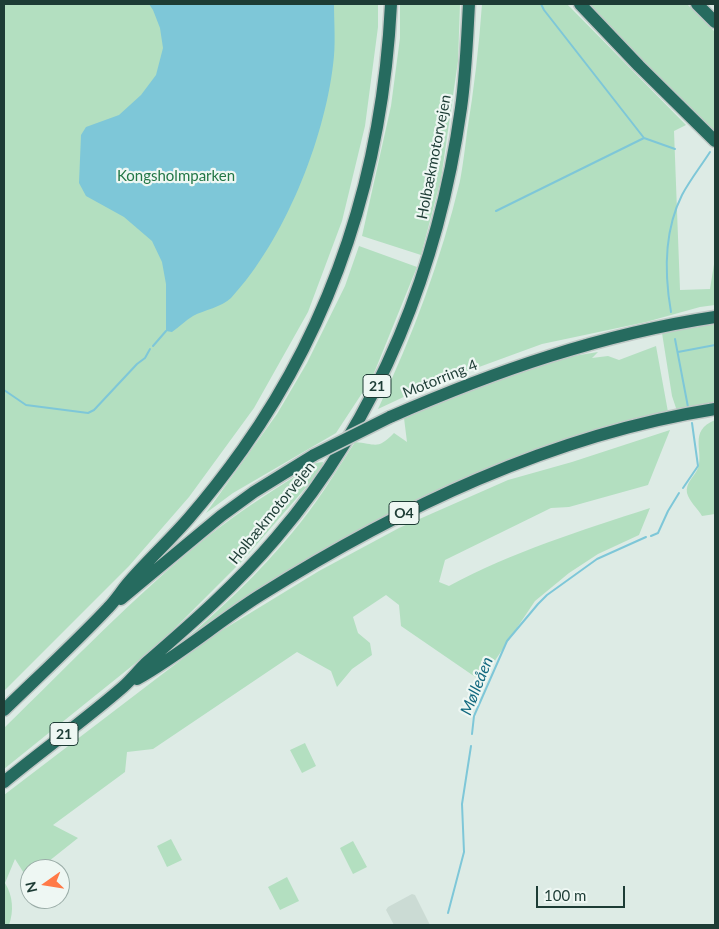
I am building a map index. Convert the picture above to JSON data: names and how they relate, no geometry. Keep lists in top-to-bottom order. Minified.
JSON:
{"streets":{"highway":["Holbækmotorvejen","Motorring 4","21","O4"]},"crossings":[["Holbækmotorvejen","O4"]],"water":["Mølleåen"],"parks":["Kongsholmparken"],"scale_bar":"100 m","north":"left"}
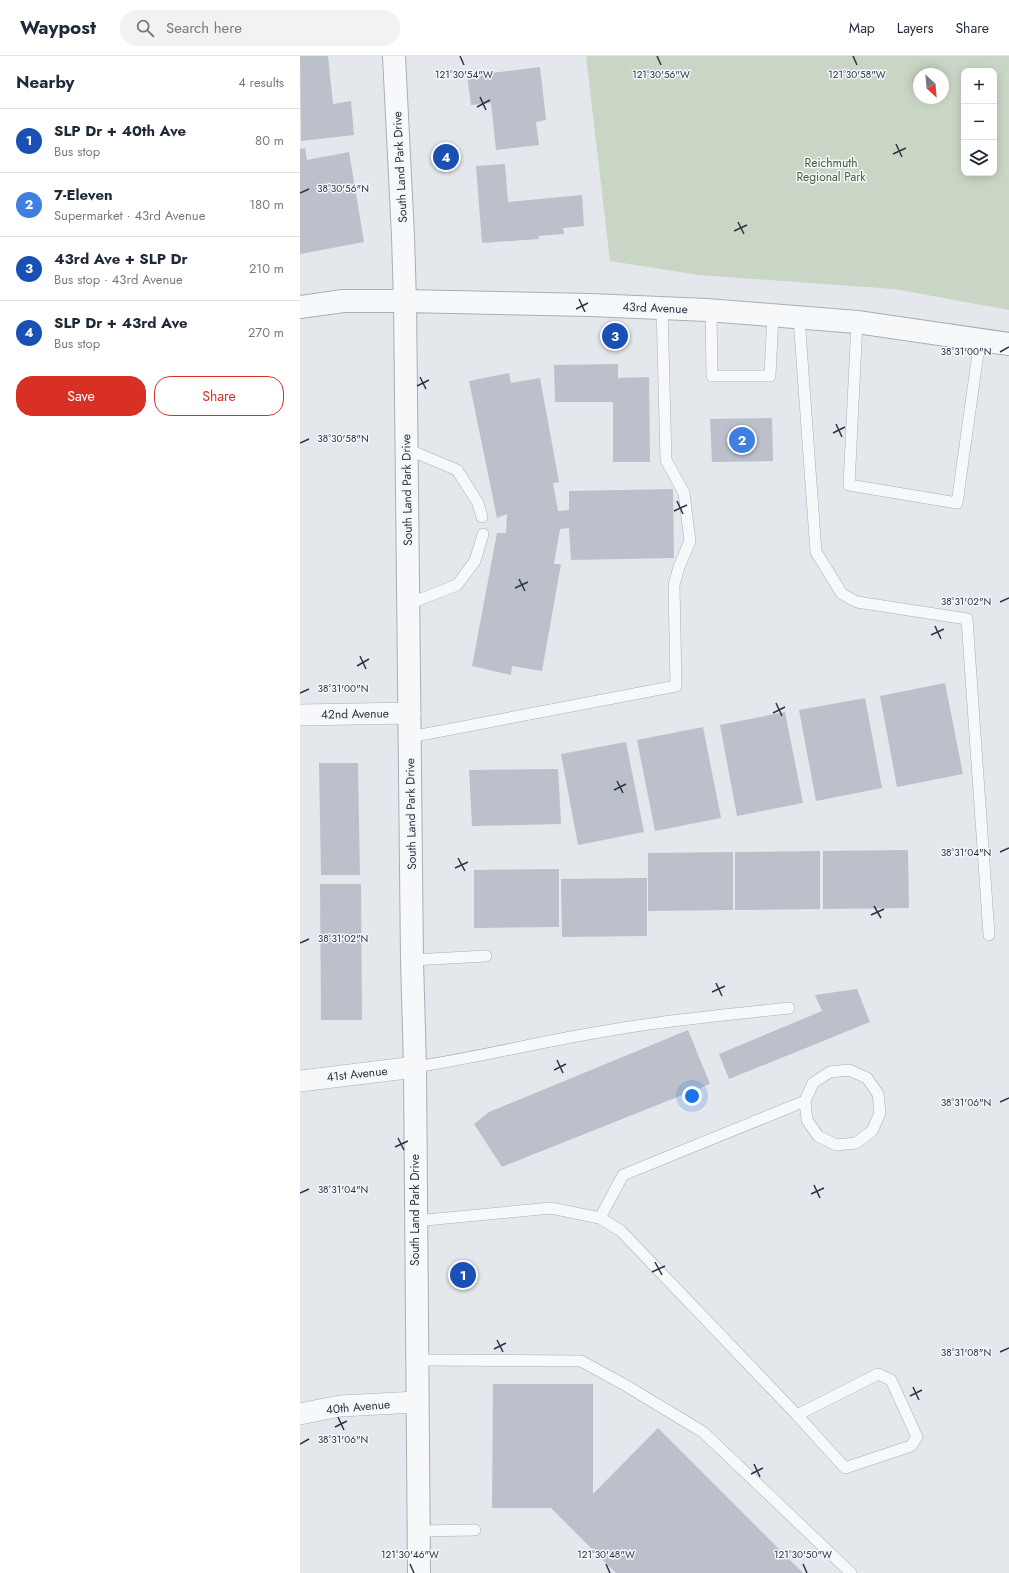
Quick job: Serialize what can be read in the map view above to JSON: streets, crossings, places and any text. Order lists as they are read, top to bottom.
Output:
---*---
• YOUR INSTRUCTIONS:
A single figure is the answer: the number of lines in the listing where "above" occurs.

• REPLY TO THE EXERCISE:
2